=== AIM OF THE EXERCISE ===
Give the number of lines in this listing that contain "stream", with no other words.

--- --- ---

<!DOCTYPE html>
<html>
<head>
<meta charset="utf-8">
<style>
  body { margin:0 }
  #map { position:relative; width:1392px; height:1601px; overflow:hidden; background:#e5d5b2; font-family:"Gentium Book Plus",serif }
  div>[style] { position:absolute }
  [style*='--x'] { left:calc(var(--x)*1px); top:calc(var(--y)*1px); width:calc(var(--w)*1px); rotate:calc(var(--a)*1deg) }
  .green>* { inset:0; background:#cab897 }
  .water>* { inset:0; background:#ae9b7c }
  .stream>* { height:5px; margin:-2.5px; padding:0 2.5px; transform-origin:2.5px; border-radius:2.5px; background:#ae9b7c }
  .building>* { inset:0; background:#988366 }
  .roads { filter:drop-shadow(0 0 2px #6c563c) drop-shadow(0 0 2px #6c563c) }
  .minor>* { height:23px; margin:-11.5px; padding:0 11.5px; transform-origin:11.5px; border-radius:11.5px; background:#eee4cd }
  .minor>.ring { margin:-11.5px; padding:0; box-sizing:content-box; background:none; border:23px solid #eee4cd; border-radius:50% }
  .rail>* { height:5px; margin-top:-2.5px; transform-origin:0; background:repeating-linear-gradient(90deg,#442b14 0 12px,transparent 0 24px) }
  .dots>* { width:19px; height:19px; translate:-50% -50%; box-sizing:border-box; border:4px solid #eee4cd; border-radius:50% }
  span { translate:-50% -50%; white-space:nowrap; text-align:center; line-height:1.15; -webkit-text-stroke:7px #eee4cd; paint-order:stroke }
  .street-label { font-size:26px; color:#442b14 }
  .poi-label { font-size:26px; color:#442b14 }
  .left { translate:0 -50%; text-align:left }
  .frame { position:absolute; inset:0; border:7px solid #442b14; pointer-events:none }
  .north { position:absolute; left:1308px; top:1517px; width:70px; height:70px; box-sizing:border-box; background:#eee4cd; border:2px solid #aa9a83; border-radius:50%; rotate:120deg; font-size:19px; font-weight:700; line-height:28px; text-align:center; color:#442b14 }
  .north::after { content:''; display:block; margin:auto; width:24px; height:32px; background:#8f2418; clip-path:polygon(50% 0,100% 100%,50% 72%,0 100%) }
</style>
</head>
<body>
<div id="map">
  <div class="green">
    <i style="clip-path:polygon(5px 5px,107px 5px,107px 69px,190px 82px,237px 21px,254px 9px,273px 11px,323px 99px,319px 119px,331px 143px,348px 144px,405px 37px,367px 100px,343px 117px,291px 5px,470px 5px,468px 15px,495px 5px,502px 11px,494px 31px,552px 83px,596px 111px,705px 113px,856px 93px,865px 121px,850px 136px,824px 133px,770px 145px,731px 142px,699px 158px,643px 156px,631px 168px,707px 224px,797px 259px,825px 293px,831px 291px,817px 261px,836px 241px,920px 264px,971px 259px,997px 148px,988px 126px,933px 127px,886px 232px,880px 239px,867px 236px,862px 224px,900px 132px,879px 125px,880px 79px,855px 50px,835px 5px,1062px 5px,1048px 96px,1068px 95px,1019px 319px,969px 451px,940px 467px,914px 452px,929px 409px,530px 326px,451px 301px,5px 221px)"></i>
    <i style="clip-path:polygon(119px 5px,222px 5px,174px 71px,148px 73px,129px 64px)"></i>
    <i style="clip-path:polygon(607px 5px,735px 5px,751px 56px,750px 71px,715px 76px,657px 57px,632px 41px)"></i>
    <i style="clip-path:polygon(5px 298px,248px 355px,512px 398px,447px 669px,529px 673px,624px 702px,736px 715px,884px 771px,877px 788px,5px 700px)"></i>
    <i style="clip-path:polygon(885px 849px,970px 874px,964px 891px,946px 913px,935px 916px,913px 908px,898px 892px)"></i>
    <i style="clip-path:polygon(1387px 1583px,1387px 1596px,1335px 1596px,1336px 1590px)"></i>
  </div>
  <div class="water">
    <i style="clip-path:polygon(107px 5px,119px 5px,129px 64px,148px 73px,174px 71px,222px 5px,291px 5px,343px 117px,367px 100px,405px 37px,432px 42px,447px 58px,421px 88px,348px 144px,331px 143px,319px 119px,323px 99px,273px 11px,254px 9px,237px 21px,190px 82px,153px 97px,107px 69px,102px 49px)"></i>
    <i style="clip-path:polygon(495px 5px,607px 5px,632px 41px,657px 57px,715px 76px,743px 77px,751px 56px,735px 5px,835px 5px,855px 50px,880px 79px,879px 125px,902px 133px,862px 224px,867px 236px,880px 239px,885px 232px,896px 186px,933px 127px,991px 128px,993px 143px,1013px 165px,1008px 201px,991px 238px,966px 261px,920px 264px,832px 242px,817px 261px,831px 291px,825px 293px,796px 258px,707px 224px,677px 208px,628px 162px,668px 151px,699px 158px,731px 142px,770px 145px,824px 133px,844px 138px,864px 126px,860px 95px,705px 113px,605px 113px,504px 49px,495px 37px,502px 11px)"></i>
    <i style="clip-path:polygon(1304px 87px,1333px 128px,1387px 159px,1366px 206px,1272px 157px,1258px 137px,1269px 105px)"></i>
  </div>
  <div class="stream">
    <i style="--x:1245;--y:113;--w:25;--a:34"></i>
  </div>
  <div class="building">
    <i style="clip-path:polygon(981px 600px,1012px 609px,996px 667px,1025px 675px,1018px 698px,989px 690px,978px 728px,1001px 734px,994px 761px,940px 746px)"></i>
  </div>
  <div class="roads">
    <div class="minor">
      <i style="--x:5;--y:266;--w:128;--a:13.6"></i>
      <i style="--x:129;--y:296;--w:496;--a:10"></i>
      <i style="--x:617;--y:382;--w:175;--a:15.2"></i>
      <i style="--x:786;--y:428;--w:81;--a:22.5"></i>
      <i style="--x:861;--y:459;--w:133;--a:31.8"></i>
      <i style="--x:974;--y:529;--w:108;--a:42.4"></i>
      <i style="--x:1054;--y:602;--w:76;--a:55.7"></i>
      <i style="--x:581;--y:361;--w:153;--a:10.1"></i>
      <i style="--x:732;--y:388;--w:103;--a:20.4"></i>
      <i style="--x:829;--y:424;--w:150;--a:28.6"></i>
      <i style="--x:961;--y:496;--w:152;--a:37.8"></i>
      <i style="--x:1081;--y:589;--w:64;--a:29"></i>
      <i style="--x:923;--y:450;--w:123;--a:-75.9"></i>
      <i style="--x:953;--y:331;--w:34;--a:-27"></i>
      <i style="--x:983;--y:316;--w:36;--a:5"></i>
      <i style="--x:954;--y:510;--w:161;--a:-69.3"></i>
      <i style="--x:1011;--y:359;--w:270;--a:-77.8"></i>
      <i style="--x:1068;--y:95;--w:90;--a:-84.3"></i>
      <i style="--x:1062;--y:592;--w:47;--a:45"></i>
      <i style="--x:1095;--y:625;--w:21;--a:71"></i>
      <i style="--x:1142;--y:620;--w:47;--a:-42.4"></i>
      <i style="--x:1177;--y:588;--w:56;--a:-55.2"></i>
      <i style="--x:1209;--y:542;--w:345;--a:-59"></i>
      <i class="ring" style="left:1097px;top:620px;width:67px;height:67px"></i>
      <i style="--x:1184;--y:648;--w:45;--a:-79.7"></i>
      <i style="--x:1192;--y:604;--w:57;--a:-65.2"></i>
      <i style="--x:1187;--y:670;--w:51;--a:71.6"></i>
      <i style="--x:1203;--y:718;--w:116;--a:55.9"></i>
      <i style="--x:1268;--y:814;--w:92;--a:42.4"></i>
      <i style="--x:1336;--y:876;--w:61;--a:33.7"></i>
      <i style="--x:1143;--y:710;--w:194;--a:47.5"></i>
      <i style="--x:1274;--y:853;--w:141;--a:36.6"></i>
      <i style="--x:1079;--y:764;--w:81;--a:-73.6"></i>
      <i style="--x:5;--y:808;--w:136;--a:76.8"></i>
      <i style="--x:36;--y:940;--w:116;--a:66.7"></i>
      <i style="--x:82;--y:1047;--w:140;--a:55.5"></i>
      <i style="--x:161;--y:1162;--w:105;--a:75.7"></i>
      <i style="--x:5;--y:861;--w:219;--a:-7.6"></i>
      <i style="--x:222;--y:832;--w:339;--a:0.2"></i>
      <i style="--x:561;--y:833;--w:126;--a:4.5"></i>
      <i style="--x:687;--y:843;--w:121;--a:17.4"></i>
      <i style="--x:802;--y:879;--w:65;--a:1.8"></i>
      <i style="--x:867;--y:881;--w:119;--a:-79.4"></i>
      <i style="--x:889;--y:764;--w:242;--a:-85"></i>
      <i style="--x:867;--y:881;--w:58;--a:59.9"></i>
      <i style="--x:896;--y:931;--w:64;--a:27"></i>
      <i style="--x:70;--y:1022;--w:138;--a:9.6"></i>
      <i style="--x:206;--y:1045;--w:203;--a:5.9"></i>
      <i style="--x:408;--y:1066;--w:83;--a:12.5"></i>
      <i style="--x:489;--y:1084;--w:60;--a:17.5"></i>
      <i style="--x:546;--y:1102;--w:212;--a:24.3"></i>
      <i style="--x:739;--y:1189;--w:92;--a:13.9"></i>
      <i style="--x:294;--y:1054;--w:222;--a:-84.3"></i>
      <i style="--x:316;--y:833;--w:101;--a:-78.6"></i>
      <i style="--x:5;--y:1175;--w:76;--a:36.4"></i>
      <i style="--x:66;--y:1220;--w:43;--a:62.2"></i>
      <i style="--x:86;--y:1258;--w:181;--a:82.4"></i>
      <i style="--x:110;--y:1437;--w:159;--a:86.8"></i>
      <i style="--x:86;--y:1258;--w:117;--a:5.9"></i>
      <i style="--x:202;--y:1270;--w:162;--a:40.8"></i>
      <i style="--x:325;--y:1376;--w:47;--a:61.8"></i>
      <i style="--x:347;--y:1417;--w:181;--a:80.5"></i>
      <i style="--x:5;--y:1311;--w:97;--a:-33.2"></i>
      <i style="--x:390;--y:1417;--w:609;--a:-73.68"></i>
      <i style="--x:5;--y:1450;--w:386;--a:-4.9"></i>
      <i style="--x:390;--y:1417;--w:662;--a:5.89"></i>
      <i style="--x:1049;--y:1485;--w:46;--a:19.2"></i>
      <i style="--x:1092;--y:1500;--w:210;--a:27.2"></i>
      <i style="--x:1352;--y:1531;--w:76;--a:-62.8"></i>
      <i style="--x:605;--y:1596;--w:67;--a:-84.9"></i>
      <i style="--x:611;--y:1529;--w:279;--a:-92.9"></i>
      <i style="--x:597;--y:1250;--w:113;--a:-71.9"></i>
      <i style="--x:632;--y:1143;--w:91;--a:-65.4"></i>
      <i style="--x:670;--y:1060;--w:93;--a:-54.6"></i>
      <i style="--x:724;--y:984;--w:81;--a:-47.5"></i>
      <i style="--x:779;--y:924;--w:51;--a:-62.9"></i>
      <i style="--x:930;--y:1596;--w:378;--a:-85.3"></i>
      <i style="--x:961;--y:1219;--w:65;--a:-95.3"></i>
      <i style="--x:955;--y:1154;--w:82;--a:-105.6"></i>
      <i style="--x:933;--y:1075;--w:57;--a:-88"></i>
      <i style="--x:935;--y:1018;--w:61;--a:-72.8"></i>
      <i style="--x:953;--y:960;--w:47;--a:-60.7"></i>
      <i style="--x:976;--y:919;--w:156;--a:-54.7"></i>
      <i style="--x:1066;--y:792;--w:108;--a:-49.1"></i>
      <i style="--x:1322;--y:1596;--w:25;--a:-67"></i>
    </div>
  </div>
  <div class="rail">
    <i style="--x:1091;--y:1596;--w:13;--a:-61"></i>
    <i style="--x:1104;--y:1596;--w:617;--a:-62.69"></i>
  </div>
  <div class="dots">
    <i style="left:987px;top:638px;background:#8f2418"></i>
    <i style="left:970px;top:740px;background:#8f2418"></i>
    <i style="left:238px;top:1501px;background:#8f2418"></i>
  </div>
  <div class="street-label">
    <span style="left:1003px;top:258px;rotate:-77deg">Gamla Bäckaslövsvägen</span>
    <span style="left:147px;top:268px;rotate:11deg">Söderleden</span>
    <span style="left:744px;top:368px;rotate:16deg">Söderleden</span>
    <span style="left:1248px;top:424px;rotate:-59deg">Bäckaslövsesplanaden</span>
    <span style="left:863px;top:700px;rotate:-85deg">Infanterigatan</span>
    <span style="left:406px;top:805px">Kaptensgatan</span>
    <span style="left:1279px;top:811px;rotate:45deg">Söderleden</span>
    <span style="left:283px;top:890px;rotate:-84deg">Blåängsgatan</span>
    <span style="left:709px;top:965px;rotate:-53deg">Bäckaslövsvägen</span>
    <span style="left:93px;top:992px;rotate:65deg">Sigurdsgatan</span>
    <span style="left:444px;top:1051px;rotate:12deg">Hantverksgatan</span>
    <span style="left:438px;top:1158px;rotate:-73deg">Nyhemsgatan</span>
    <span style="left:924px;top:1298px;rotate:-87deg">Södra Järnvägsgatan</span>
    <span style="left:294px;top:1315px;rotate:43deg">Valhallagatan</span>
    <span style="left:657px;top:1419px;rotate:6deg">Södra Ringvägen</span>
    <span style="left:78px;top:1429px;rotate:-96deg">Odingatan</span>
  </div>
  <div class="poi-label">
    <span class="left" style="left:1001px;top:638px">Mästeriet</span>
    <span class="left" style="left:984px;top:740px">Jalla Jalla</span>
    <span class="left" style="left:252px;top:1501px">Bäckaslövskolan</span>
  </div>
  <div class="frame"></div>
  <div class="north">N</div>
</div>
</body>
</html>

--- --- ---

=== RESPONSE AREA ===
2